WHAT TO DO ::
Within this material, find every line where the string "bottom" appears, and copy it out.
######
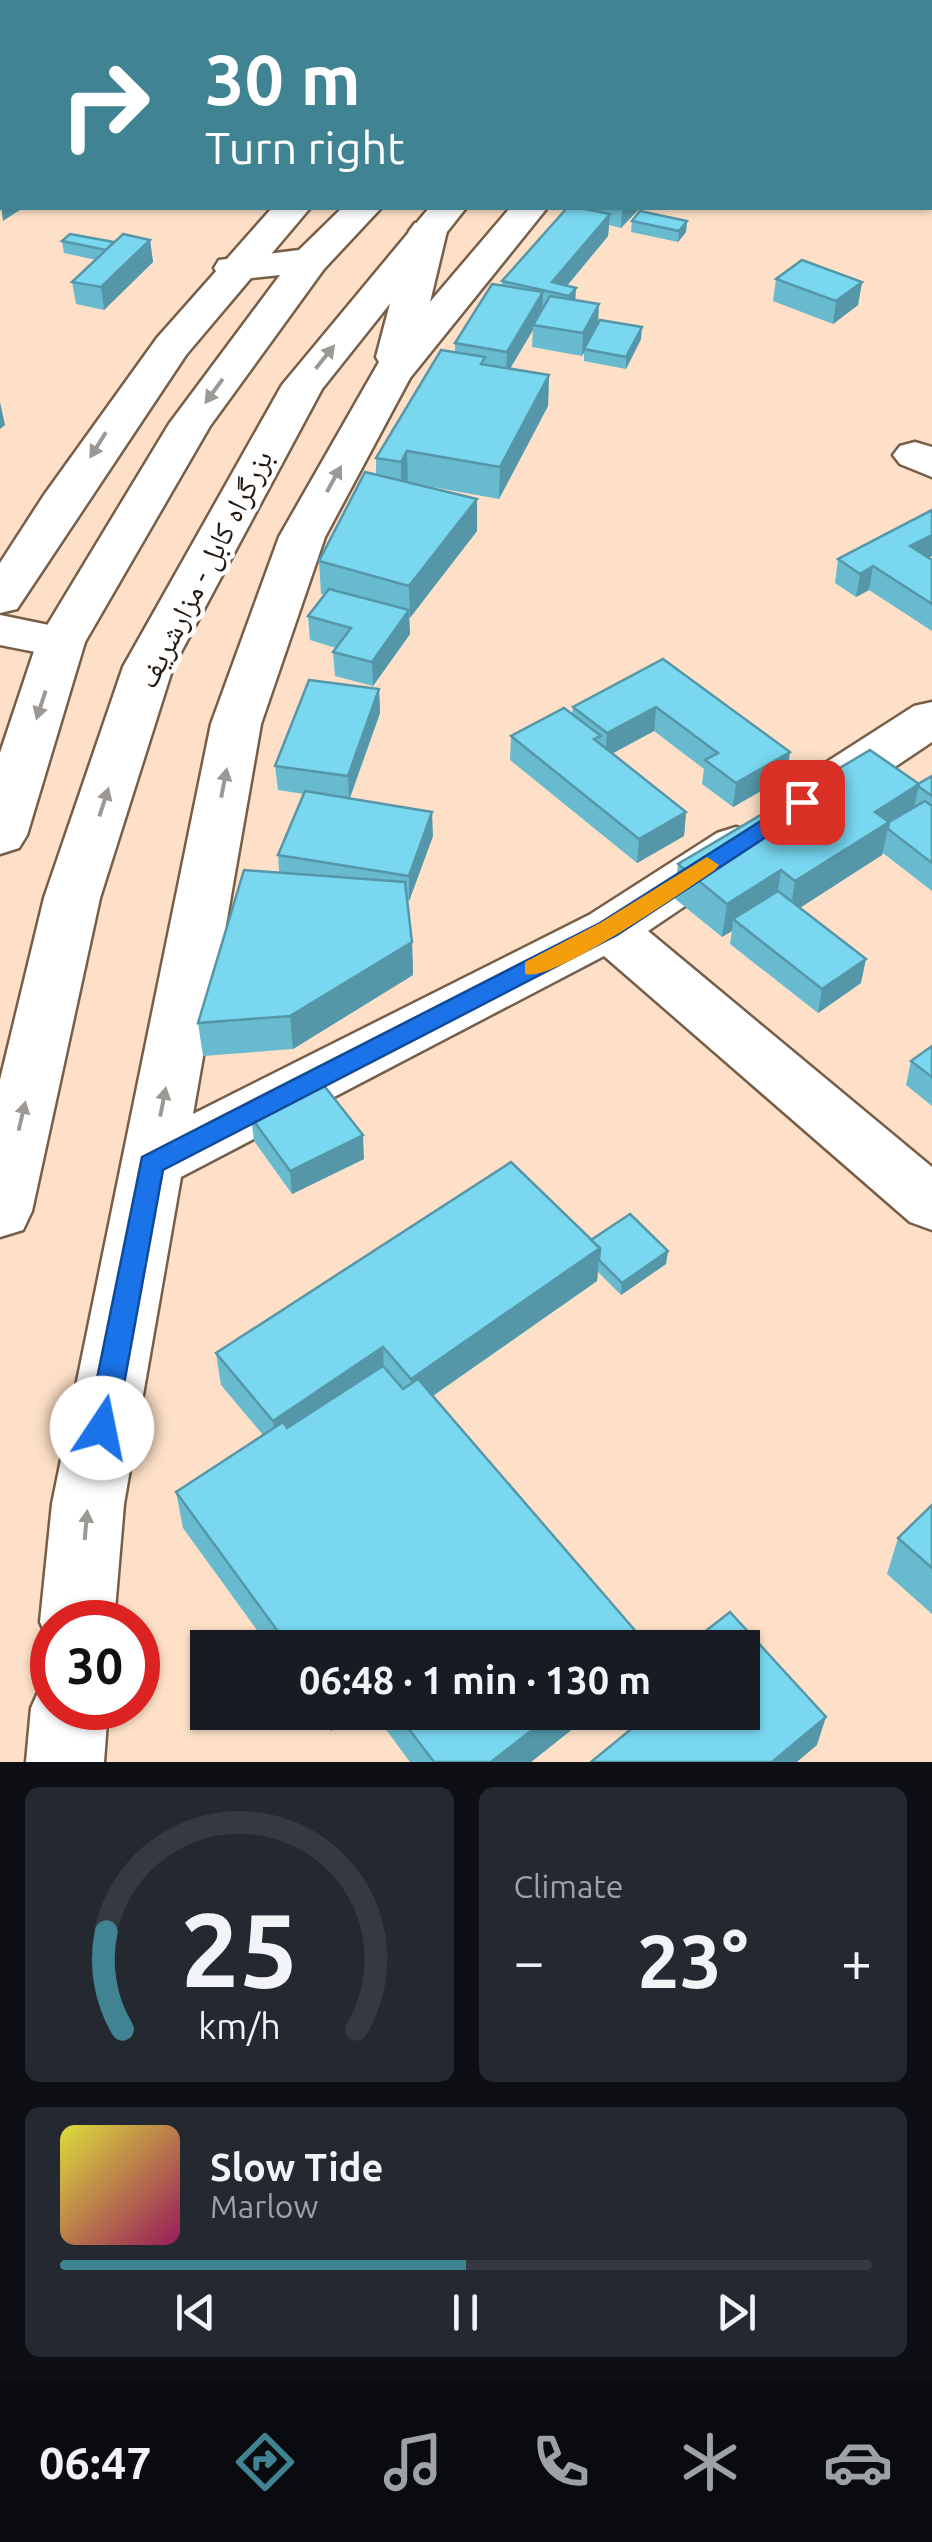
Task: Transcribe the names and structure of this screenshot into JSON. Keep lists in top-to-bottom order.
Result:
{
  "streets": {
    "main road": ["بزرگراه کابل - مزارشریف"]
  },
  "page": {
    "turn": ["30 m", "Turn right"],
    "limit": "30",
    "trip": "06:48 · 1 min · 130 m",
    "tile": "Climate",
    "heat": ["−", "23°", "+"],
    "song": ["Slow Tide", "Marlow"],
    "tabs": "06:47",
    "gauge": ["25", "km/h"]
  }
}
######
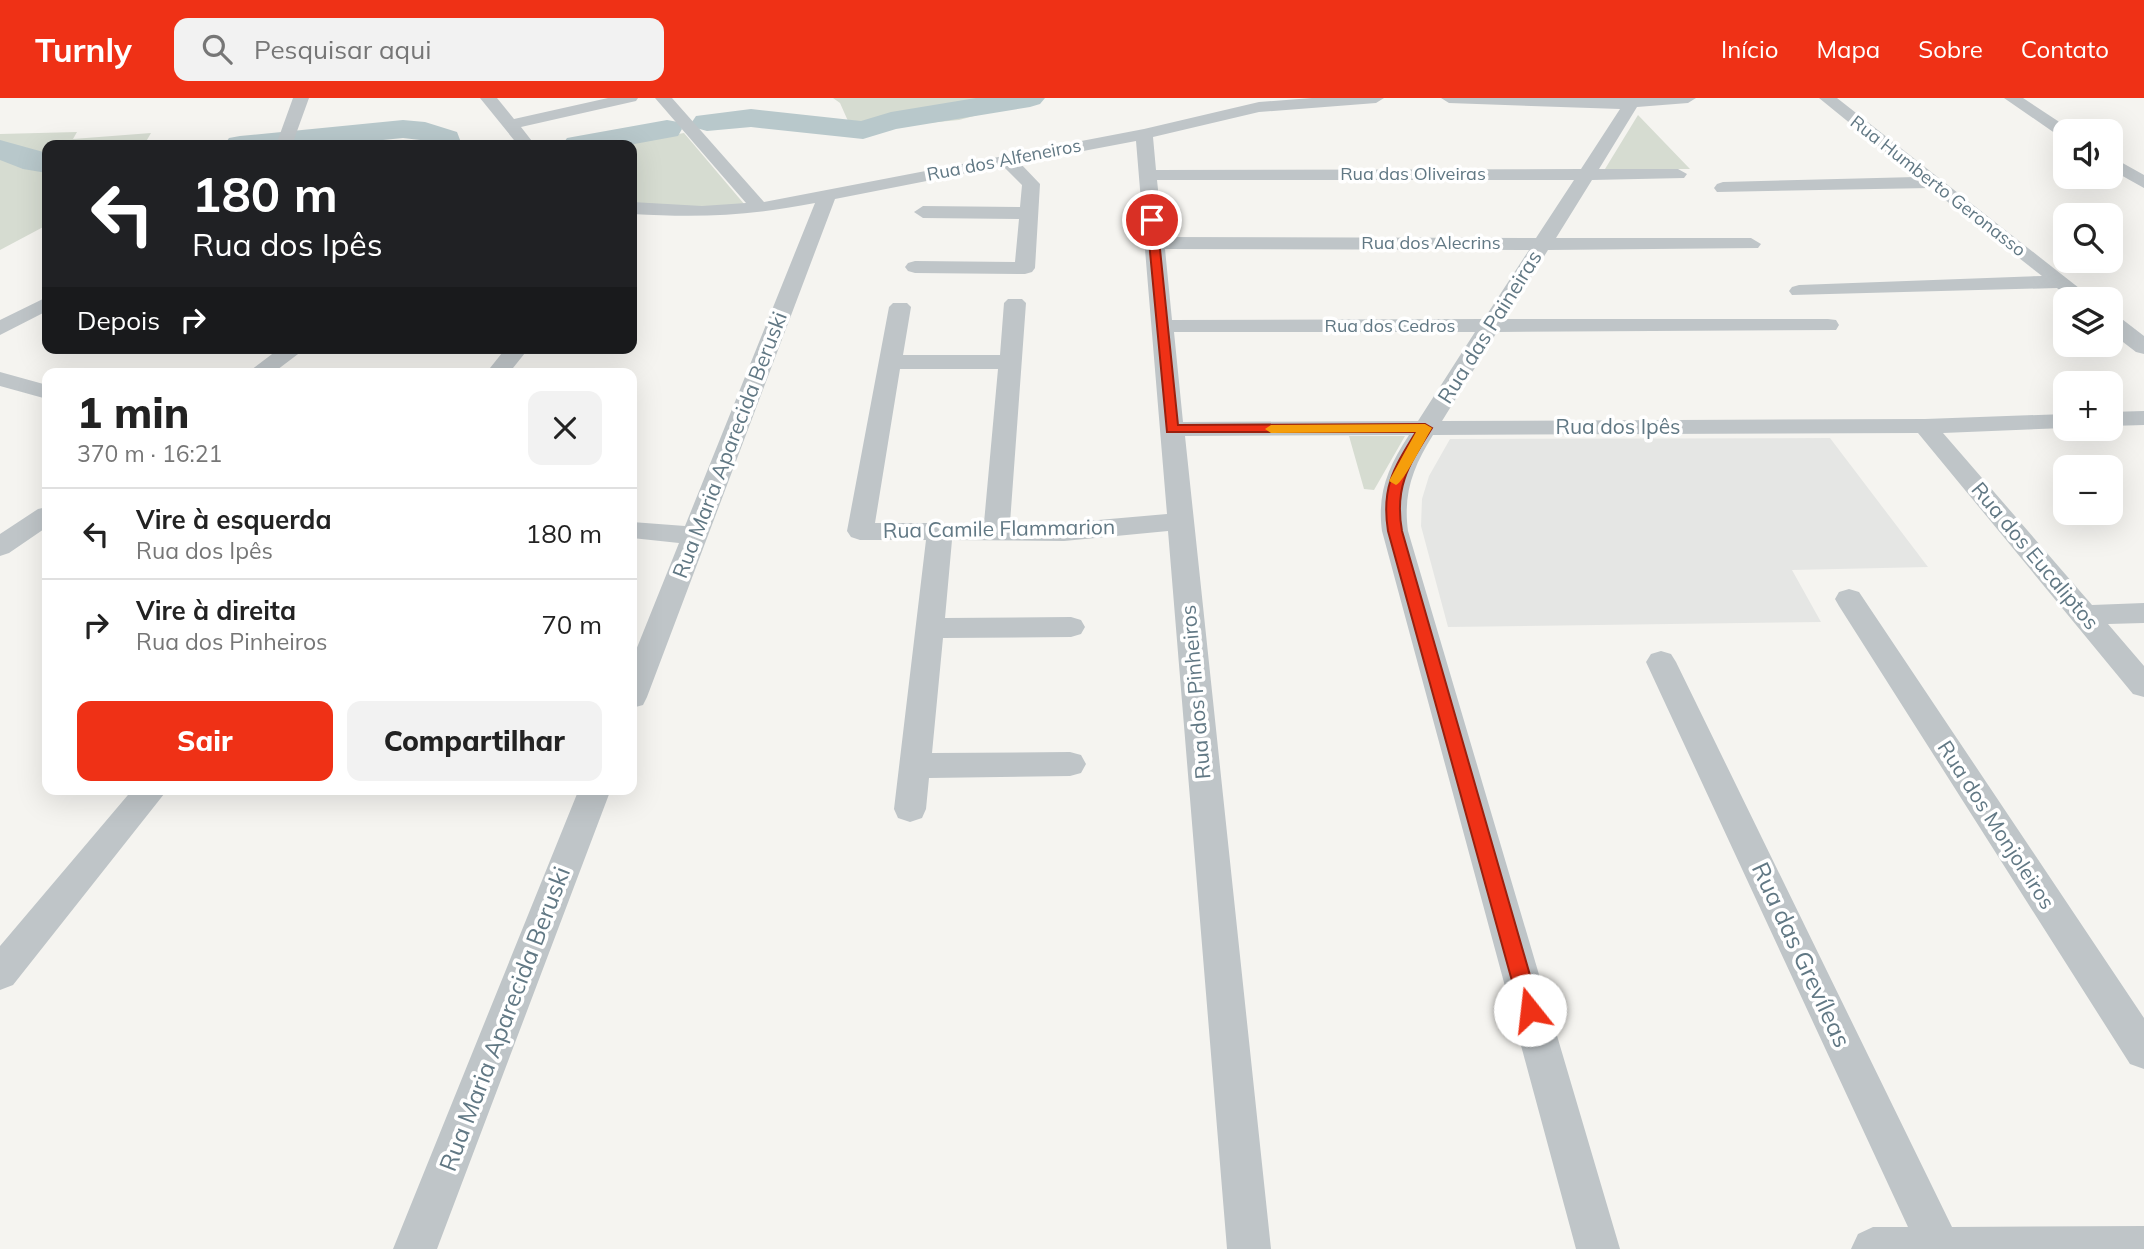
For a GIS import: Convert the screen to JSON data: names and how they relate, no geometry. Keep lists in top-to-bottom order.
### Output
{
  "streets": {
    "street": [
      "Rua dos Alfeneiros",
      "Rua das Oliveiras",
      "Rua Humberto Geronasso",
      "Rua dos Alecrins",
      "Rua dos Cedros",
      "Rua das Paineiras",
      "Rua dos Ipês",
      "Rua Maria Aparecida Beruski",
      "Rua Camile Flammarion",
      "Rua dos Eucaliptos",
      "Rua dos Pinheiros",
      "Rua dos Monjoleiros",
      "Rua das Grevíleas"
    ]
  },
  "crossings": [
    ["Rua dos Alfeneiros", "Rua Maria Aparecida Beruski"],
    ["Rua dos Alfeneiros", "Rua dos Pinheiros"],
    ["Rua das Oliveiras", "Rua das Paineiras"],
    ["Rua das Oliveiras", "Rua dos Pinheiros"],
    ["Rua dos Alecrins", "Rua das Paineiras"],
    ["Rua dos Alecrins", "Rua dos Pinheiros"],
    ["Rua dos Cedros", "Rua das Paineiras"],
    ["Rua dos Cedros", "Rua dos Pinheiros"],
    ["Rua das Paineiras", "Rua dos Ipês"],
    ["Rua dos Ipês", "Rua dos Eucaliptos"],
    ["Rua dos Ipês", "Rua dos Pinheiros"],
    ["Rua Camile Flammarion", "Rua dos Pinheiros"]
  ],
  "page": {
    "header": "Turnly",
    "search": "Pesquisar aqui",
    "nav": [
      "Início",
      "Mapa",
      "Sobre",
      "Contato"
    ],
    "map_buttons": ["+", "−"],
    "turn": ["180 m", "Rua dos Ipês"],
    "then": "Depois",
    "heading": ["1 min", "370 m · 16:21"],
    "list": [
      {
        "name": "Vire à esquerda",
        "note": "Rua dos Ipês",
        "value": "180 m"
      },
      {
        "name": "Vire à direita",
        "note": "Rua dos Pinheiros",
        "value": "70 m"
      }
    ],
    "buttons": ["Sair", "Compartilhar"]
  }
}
######
RESPONSE BOX ::
Task: Transcribe the names and structure of this screenshot into JSON. Keep lists in top-to-bottom order.
For a GIS import: Convert the screen to JSON data: names and how they relate, no geometry. Keep lists in top-to-bottom order.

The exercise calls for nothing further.